I sat in a chair in front of the cold hearth, closed my eyes, and pressed steepled hands to my lips, but I was too overwhelmed to pray. Elena moved beside me and gently, briefly, touched my forearm.
“I will do my best to convince him, Madonna.” She hesitated. “It is terrible, what they did to Zalumma… They say she was a spy, that she was dangerous, but I know better. I was not always with Ser Francesco’s household. I came with my mistress, Madonna Nannina. I loved her so, and when she died…” She shook her head. “I wanted to go to another house. I wish now I had. I am afraid of him.”
“And Matteo,” I said, anguished. “If I could know whether-”
Her expression lightened; she looked in my eyes then. “Your child is well. They haven’t hurt him-I suppose that is too heartless even for Ser Francesco to consider. They are keeping him downstairs, near the servants.”
The ache in my chest eased; I put a hand to it. Emboldened, I asked, “And Isabella?”
“Gone.
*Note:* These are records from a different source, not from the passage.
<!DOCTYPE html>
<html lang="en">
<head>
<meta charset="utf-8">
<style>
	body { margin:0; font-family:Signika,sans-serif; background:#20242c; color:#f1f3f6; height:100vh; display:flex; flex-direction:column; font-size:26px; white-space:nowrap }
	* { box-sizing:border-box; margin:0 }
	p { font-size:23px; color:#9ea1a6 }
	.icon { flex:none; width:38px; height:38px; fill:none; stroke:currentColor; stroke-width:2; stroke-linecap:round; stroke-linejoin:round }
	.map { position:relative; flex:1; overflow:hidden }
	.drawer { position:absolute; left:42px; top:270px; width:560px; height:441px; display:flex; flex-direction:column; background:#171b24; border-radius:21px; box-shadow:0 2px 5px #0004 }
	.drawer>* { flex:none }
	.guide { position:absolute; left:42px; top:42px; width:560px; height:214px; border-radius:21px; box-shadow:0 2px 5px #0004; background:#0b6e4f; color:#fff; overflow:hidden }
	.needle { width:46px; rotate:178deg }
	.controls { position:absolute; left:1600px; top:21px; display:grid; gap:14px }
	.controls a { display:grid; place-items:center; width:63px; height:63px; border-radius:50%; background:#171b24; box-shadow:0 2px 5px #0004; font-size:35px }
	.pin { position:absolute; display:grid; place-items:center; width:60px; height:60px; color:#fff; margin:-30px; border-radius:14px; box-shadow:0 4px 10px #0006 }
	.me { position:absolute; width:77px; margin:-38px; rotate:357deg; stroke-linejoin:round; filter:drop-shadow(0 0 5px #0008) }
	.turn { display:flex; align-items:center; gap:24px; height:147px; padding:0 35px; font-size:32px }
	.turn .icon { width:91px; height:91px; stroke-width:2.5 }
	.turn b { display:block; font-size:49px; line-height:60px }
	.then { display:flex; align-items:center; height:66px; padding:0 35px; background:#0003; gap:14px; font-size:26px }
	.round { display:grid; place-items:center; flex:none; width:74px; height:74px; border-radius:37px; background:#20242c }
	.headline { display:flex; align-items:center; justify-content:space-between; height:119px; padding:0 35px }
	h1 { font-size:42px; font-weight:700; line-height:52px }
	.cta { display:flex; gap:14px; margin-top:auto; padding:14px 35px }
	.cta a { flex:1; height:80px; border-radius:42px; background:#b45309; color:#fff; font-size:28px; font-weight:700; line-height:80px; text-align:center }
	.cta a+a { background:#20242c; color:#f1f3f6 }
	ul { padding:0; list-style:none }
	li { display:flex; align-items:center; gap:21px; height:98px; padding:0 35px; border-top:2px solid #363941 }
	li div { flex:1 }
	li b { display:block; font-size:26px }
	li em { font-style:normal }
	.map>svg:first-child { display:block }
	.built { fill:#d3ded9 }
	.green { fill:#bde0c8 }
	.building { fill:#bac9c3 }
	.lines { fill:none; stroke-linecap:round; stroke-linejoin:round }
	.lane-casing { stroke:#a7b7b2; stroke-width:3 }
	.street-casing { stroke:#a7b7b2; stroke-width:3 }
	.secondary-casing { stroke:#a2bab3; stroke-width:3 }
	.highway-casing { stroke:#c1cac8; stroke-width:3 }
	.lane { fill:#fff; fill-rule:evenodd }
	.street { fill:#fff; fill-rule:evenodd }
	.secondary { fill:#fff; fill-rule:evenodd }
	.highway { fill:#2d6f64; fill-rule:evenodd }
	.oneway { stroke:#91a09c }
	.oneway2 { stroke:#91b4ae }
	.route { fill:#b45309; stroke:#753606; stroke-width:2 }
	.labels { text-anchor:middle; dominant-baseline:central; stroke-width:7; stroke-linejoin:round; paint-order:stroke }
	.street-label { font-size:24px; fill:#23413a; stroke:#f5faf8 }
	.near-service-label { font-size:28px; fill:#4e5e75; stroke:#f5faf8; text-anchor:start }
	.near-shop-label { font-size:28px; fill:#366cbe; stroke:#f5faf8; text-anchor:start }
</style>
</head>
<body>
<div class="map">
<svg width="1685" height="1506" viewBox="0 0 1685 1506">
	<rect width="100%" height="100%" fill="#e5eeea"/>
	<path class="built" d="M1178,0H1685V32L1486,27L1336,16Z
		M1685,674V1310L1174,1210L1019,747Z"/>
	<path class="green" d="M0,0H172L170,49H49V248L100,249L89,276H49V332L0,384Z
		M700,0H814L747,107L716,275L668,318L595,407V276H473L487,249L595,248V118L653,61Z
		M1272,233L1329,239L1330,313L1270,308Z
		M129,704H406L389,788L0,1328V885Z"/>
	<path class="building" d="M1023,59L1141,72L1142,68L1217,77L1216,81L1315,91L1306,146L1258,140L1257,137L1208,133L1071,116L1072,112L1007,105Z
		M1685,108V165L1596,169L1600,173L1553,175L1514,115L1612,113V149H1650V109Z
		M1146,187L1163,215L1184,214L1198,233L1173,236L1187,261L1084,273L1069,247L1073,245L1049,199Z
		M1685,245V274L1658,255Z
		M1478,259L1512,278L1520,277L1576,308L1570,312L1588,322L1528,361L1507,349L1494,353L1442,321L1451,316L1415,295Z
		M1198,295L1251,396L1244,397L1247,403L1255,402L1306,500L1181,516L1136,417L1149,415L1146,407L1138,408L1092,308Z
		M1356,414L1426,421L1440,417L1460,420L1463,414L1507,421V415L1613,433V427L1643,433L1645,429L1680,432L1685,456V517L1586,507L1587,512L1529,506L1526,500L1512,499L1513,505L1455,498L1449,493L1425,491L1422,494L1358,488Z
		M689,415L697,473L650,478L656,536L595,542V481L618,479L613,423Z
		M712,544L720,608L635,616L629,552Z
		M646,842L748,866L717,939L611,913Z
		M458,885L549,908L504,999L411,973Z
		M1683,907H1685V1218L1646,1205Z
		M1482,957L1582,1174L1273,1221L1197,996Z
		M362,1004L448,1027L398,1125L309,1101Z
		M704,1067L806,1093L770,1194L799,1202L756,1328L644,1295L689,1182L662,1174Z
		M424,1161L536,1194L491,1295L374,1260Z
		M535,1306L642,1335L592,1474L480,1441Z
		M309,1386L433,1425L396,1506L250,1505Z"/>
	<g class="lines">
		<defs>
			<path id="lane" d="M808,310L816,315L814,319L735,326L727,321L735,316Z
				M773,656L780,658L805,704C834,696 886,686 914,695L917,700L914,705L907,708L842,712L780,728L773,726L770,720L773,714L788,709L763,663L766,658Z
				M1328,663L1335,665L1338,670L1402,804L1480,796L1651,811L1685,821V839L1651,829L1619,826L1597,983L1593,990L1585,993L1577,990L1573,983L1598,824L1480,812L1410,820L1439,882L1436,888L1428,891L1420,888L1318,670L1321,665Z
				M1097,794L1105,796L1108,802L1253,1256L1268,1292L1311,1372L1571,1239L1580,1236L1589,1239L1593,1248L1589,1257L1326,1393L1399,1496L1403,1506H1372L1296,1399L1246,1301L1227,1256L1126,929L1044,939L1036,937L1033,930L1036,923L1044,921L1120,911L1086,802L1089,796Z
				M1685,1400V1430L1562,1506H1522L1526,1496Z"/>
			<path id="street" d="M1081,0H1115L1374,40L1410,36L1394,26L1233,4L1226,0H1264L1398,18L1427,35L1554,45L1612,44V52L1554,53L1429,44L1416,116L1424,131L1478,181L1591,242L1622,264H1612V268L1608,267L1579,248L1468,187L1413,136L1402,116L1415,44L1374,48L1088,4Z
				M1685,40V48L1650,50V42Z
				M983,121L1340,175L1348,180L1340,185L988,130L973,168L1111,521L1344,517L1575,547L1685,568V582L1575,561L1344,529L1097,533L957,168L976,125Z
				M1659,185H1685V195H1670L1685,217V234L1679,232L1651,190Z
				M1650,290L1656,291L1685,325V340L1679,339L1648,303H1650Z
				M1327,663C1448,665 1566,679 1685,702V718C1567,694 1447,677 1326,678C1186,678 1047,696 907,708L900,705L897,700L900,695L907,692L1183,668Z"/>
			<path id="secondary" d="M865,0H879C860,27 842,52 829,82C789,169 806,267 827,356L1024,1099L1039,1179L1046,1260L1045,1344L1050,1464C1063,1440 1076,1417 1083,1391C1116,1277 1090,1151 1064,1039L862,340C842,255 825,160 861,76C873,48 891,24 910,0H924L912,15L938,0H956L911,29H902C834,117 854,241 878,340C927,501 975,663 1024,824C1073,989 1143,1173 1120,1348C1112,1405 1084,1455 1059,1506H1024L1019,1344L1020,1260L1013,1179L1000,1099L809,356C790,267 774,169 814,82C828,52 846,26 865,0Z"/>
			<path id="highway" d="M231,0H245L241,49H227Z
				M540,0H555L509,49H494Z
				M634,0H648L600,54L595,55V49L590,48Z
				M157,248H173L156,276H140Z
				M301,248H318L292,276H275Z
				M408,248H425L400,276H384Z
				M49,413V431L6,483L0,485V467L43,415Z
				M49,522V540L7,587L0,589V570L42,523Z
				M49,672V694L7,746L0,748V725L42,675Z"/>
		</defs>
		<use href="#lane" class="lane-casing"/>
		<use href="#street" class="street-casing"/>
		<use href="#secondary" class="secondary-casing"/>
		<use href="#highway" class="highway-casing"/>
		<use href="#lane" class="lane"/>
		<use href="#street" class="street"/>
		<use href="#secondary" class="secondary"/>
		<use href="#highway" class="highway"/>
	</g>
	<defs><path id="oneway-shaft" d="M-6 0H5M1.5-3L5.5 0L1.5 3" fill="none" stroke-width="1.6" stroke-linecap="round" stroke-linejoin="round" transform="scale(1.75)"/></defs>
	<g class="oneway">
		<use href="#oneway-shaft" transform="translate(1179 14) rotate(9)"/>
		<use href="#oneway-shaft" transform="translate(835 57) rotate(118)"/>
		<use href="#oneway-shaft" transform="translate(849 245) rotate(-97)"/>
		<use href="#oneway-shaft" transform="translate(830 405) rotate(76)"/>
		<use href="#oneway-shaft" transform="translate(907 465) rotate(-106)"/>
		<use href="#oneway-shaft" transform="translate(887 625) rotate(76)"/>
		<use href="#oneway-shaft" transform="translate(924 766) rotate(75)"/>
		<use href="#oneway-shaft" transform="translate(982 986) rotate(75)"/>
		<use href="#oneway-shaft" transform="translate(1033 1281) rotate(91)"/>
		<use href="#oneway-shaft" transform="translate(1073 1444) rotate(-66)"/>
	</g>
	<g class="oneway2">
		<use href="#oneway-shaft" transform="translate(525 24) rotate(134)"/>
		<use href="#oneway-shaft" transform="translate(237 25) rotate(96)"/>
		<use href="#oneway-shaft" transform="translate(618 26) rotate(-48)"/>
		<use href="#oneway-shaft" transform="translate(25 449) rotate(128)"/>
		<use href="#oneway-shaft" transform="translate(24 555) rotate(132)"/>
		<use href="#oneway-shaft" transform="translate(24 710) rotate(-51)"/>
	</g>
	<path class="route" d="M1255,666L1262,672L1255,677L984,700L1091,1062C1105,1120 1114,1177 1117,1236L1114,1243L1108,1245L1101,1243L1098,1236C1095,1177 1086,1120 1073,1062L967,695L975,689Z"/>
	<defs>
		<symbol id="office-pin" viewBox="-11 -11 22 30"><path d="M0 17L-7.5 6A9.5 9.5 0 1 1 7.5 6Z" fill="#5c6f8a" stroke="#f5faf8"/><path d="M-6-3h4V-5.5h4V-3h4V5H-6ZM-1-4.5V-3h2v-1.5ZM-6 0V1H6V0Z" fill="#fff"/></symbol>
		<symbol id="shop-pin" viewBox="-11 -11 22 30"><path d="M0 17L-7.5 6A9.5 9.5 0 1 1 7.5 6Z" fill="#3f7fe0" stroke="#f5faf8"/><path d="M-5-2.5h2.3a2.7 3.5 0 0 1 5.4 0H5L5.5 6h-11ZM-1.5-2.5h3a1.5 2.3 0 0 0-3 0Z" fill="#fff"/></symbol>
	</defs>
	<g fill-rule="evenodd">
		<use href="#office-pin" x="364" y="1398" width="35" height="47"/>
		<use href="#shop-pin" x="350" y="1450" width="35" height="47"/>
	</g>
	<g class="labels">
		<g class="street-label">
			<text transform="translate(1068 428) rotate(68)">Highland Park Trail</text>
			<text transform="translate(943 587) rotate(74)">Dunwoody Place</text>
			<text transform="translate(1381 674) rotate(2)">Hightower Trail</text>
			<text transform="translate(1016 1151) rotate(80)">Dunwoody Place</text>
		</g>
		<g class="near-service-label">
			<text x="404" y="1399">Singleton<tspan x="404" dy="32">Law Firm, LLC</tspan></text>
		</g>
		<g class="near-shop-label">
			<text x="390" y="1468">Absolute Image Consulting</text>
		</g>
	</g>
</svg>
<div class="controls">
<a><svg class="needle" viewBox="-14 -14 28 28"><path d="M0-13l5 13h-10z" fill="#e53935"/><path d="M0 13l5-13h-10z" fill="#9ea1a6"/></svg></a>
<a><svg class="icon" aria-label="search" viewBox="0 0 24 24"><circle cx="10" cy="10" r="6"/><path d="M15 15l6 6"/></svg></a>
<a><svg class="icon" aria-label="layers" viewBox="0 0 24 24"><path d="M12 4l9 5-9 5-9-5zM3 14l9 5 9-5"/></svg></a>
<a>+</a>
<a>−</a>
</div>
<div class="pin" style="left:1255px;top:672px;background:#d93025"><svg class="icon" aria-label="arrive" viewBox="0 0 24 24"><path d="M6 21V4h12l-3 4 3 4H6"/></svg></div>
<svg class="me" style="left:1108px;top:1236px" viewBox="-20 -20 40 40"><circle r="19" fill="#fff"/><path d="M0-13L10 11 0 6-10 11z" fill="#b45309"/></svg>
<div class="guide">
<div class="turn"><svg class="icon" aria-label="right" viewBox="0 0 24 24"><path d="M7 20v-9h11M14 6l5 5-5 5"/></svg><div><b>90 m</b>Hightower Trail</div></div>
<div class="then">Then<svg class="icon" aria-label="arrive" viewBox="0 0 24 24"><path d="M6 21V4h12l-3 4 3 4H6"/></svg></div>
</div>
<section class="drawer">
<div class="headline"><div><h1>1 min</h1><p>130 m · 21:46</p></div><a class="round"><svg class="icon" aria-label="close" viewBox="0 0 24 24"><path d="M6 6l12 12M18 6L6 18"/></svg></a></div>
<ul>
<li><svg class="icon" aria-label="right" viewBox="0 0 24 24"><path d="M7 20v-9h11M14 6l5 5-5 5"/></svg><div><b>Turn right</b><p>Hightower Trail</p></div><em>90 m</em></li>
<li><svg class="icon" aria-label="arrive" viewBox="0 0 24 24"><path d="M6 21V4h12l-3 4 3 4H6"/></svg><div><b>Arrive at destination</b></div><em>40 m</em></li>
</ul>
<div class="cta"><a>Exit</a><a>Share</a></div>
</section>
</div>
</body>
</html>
Escaped-” She broke off and said no more, realizing that she might be endangering herself. She unlaced my gown and put it in the wardrobe, and I was left alone. Outside in the corridor, I heard the scrape of a chair against the floor, and a heavy body settling into it. Claudio, I supposed, or the soldier.
I was dazed that first night, overwhelmed. I had lost so many: my mother, Giuliano, my father… but Zalumma had always been there, caring for me. Zalumma, who would have known how to comfort me now that Matteo had been taken away. I told myself repeatedly that Salvatore might want to hurt Matteo, but Francesco would never allow it. But my hope for my child was a fine thread; if I clung to it tightly, it would break.
I would not go to my massive feather bed with the dagger hidden in it. Instead, I crawled onto Zalumma’s little cot and wept there until I fell asleep.
Francesco, of course, would not hear of my assisting with Zalumma’s burial or attending the service; he let the disposition of her corpse remain a cruel mystery.
Until my father and Zalumma died, until Matteo was taken from me, I had not realized how thoroughly hatred could usurp a heart. As my father Antonio had been at the thought of losing his wife to another, I was consumed. I dreamed of murder; I knew I could never rest until I saw my father’s dagger buried in Francesco’s chest, up to the hilt.
I cared nothing for justice. I wanted revenge.
During the long, solitary hours, I drew out the stiletto and felt it, cold and heavy, in my hand; I convinced myself that this had been the instrument of the elder Giuliano’s murder, that my father had kept it as a reminder of his guilt.
I put my finger to the dagger’s tip, deadly fine and shining, and let it pierce me, silent and sharp. Blood rilled, a dark pearl, and I put my mouth to it before it dripped onto my skirts. It tasted like metal, like the blade; I wished it had been Francesco’s.
What was to repeat? How was I meant to finish it?
I recalled, as best I could, what my mother had told me of Giuliano’s death; I contemplated each separate step.
In the Duomo, the priest had lifted the wine-filled chalice, offering it to God for blessing; this was the signal for the assassins to strike.